Why tokens-per-watt matters more than tokens-per-second

Featured Post | Sustainability



May 4, 2026

Category: Sovereignty | Read time: ~3 minutes

Latest Posts

PUE is dead. Long live tokens-per-watt

May 16, 2026

Can you trust where your AI support engineer is sitting?

May 16, 2026

Hallucination isn’t a bug to patch — it’s a risk to be managed

May 16, 2026

When cloud provider decides your sovereignty doesn;t matter today

When your cloud provider decides to negate your sovereignty

May 16, 2026

Recent Posts

The AI infrastructure market has spent the last three years obsessed with one number: how fast can a system generate tokens? Benchmarks, vendor comparisons, procurement conversations — almost all of it reduces to throughput.
How many tokens-per-second can you squeeze out of a given model on a given card?
That is the 'horsepower' of the AI era, and that analogy is more relevant than it first appears.

Automotive engineers have long understood that horsepower and torque are not the same thing, and that optimising for one at the expense of the other produces a vehicle that performs well in only one set of conditions.
As Jason Fogelson of Kelley Blue Book puts it:
“Torque is more important than horsepower when you first accelerate.
Horsepower is more important than torque when you want to maintain peak performance.”

A high-torque engine generates greater force at lower revs, enabling rapid acceleration from a standing start, whilst high horsepower sustains velocity once you are moving.
The skill is in engineering a platform that delivers both, balanced for the task at hand, but flexible in use and over time.

Exactly the same logic maps directly onto AI infrastructure.
Tokens-per-second is horsepower: once a deployment is running at scale and demand is established, throughput is the key metric that sustains performance and keeps latency manageable.

But right now, as governments and enterprises try to accelerate their AI programmes — particularly sovereign deployments that cannot simply plug into hyperscaler delivered capacity — the binding constraints are not card throughput, it’s not about horsepower.

The globally felt constraints are power generation and transmission limits, heat management, water consumption, grid connection queues, and the time and cost for large DC build-out.
These are exactly the conditions that require torque: or in AI terms, the ability to generate the maximum productive AI output per unit of energy consumed, and to accelerate meaningfully within real-world physical and resource limits rather than ideal benchmark conditions.
The key metric for AI acceleration is therefore not token-per-second horsepower, but tokens-per-watt torque.

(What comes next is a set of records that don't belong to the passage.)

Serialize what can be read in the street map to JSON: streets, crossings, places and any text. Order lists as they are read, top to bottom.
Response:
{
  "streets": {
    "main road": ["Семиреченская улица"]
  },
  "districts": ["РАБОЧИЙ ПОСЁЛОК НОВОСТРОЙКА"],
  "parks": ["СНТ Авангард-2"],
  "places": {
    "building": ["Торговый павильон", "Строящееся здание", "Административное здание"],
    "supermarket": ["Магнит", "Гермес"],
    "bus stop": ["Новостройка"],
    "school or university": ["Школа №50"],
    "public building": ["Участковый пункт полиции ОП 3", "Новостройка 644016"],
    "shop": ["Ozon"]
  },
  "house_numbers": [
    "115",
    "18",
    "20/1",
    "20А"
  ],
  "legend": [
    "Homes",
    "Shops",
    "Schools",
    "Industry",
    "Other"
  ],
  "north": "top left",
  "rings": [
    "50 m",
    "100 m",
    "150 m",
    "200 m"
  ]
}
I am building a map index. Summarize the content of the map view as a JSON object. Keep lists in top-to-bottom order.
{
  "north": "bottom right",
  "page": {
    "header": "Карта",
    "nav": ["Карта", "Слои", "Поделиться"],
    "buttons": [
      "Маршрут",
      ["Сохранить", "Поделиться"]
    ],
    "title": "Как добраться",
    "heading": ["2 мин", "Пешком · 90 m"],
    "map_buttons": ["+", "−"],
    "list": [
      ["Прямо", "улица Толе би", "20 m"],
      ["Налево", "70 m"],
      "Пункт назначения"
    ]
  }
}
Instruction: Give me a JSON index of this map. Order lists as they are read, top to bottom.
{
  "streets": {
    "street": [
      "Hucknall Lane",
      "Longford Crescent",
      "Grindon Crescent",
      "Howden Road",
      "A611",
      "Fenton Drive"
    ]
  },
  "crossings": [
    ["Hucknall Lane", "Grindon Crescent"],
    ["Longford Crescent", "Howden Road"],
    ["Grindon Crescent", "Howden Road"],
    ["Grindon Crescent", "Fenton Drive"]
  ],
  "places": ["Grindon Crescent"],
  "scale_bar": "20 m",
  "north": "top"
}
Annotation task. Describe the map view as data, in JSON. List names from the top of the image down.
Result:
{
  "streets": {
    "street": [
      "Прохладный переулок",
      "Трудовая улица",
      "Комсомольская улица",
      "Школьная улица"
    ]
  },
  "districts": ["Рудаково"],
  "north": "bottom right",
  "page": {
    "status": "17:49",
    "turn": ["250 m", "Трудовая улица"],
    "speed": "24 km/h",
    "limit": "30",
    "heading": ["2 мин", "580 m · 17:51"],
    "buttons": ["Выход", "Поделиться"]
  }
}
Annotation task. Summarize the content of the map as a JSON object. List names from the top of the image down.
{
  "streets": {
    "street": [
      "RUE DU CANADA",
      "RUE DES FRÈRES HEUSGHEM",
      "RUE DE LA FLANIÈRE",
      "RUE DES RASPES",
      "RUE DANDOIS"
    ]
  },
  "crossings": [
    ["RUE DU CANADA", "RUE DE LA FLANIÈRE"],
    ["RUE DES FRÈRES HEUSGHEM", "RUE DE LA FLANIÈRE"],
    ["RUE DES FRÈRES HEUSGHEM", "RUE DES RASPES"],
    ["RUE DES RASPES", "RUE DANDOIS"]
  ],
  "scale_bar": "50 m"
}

Bring the two together in a well-engineered AI platform — efficient at the watt level, fast at scale — and the measure that matters becomes tokens-per-second-per-watt; the only unified metric for AI infrastructure to measure performance in the real world, not just on the specification sheet.

Why energy has become the binding constraint

The International Energy Agency’s April 2026 report is worth reading carefully by anyone making AI infrastructure decisions. Their analysis shows that electricity demand from data centres grew 17% in 2025, significantly outpacing global electricity demand growth of 3%.
AI-focused data centres grew faster still — up 50% in a single year.
The IEA’s base case now projects that global data centre electricity consumption will double by 2030, with AI-specific demand tripling.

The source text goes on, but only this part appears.